Just to be clear on that, you don't have a cloud-based firewall today but you're saying you could have that in 2017?

No [we don't have cloud-based firewall]. We will be releasing stuff toward the end of the year and into next year for that because, as you know, our history is really high performance and low cost. Because we do such deep packet inspection at the speed we believe it needs to perform at for our kind of customers, the cloud just can't hold the performance today to scale.

As we see more customers embracing a hybrid cloud model, what pressure points does that put on security and what are you doing to help people with that?

We've been around long enough to know nothing ever goes one way or the other. That's why I talked about going to a single stream of software. We should give you a choice. If you want to virtualize we've got that. If you want it on your premise we've got that and you get the same functionality and performance either way. Our whole belief is to strengthen the management structure across the different models, improve your UI, improve your UX, make sure you're API-enabled, and then give you feature transparency across the product portfolio. That's what we're striving to do.

How do you see the threat landscape evolving? What should people be more focused on now than perhaps they are?

At Entrust we were one of the few security vendors that didn't get breached. I think a lot of that was how we segmented our networks and created virtual LANs and hardened networks for different parts of the business, for different sensitivities. Large and medium-tier enterprises are going to have to think differently about how they architect their business. They are already rearchitecting network storage and data centers and server farms anyway. Now we've got to think of the network attributes of that and the security profiles of those different networks in data and in storage.

The other piece that's clear in my mind is that the bad guys are moving. We are in a cyber-arms race. I just described how it changed from point of sale to spam and now it's moving into ransomware and other variants. Their means to get in are changing. Now 60 percent of the malware coming in is encrypted with SSL certificates in the wild that aren't publicly rooted and not enterprise rooted. They can pick those up in the open market.

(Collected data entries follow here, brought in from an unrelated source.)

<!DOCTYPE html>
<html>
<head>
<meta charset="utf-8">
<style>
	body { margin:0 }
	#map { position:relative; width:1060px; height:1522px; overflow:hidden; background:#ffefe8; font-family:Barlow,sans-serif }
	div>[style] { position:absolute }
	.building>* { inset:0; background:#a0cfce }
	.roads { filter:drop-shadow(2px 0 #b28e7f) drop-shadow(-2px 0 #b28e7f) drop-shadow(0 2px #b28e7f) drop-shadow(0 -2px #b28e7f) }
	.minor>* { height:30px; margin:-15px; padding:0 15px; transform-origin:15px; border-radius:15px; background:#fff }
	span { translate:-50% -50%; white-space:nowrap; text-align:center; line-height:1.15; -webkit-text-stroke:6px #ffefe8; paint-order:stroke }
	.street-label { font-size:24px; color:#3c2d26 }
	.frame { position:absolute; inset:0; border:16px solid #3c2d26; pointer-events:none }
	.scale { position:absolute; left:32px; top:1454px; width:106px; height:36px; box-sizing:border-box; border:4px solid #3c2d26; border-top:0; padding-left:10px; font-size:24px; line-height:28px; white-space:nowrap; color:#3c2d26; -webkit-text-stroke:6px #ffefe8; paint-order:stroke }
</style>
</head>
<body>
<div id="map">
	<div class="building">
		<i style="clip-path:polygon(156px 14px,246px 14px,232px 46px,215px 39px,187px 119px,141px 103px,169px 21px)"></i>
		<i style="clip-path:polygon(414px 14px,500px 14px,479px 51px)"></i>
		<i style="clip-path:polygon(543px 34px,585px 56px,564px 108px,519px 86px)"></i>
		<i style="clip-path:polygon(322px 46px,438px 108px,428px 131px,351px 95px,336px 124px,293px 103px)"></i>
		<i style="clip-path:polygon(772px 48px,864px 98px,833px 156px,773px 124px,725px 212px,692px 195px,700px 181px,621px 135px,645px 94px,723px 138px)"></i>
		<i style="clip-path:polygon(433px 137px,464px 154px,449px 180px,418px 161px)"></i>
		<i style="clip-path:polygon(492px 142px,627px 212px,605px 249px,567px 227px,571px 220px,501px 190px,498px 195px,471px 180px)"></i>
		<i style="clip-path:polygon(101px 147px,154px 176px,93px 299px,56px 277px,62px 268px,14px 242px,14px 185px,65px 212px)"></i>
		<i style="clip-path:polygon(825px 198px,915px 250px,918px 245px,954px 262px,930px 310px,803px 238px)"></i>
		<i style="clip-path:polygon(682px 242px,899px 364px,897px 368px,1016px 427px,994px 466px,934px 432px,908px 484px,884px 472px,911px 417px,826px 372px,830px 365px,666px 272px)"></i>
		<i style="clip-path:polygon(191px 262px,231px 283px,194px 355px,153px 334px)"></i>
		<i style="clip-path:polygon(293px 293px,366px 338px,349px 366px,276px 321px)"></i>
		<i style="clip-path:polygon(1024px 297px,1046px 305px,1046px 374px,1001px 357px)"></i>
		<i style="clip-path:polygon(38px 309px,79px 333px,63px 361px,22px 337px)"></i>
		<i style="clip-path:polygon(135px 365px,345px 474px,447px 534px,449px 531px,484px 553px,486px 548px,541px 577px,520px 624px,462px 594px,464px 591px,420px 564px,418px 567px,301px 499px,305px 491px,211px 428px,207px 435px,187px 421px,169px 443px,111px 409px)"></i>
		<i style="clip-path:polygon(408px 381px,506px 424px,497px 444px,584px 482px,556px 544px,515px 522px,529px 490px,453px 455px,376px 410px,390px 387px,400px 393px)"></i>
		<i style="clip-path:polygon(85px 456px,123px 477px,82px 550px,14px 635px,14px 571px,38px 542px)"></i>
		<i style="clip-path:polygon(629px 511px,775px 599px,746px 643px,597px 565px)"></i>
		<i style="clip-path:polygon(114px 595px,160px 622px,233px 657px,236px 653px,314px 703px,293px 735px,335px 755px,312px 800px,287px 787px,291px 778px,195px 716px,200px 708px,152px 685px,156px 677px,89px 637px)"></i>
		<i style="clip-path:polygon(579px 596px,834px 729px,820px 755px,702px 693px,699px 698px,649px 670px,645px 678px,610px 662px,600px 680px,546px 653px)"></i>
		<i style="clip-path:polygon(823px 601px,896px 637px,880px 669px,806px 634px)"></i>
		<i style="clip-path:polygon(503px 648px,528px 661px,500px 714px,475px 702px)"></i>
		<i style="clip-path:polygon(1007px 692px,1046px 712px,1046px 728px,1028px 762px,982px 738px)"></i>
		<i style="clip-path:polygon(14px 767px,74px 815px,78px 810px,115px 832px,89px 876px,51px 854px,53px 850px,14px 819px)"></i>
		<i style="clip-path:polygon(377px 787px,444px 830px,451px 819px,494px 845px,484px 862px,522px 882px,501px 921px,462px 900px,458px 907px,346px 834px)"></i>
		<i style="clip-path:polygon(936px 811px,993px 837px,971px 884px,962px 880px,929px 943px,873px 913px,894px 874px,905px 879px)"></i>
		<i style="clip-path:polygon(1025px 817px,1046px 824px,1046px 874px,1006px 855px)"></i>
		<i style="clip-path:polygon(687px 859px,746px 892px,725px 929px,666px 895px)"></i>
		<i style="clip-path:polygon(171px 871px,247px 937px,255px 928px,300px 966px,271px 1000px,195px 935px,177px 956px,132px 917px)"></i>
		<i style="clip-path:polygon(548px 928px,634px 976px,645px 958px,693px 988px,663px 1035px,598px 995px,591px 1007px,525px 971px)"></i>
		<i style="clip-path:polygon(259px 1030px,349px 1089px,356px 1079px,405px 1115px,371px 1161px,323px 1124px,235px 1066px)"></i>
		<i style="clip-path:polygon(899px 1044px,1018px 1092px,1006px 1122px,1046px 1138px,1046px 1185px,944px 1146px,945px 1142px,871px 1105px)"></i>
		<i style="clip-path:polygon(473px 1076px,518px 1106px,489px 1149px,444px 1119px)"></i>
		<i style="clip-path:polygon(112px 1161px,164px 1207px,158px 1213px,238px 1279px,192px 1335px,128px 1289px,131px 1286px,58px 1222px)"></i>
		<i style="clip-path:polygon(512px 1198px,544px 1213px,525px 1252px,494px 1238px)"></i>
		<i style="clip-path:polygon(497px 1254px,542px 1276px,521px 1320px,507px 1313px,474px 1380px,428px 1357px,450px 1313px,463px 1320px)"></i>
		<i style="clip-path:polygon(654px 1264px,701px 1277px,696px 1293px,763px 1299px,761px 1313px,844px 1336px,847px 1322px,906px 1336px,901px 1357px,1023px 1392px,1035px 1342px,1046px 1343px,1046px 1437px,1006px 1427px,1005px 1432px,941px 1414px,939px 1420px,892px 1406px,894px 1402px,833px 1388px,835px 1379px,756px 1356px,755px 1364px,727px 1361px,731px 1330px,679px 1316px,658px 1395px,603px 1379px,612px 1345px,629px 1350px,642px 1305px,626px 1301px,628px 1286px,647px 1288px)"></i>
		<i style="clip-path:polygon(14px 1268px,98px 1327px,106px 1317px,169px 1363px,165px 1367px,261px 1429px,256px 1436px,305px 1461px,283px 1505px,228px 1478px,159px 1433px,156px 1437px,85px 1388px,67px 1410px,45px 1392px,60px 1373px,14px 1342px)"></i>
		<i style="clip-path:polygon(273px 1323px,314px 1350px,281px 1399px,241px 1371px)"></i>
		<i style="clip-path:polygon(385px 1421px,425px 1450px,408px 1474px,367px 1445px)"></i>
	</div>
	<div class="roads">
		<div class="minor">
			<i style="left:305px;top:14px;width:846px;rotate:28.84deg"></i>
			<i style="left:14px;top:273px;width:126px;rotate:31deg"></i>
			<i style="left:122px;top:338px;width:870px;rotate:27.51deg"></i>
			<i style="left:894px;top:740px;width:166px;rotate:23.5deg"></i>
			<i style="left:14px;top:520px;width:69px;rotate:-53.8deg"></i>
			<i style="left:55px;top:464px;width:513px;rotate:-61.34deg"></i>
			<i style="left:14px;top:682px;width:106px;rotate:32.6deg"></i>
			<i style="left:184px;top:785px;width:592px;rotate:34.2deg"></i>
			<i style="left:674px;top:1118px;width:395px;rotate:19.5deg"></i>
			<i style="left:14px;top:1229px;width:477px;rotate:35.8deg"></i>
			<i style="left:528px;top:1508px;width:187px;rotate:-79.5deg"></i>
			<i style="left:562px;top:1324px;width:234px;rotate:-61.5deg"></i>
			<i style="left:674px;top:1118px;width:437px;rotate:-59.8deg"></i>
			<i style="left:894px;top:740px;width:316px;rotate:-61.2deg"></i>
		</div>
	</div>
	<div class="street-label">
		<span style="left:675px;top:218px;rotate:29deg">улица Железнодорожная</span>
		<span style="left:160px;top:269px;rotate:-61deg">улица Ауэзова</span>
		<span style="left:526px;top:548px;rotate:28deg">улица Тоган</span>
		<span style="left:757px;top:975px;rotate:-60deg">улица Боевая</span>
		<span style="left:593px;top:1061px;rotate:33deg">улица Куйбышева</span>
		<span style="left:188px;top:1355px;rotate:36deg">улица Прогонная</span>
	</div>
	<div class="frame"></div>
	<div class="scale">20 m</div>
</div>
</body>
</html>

When the malware guys are 24/7, it changes the nature for business. You're really going to have to do SSL, deep packet inspection. You're going to have to look at email differently because it's going to be coming in encrypted. On the good side, we see the actual number of threats going down and the variants changing going down. The problem is they're still big and they're coming in cloaked. We have to move with the way the bad guys are changing their behavior and I think that's what's going to happen in 2017. We've got to look at new threat vectors like IoT, mobile and how they're coming in through encrypted communication.

What security technologies or innovations hold the most promise for the future?

Some that I can't talk about today.

Sure you can! Don't be shy.

I can't, John. We've got to get some IP around it first. I'm excited by the amount of gold and diamonds in our developers' minds, what they're working on and the excitement to get these new capabilities to market. I'm just really excited about how this can change the threat landscape protection and offense that we have.

As a final question with a one-sentence answer, what do you want customers to know SonicWall as? You have that classic elevator moment.

We're your trusted adviser. We're really skilled at what we do and we want you to trust us and know that you're safe. If there's an issue, we've got the best service and channel partners to work with.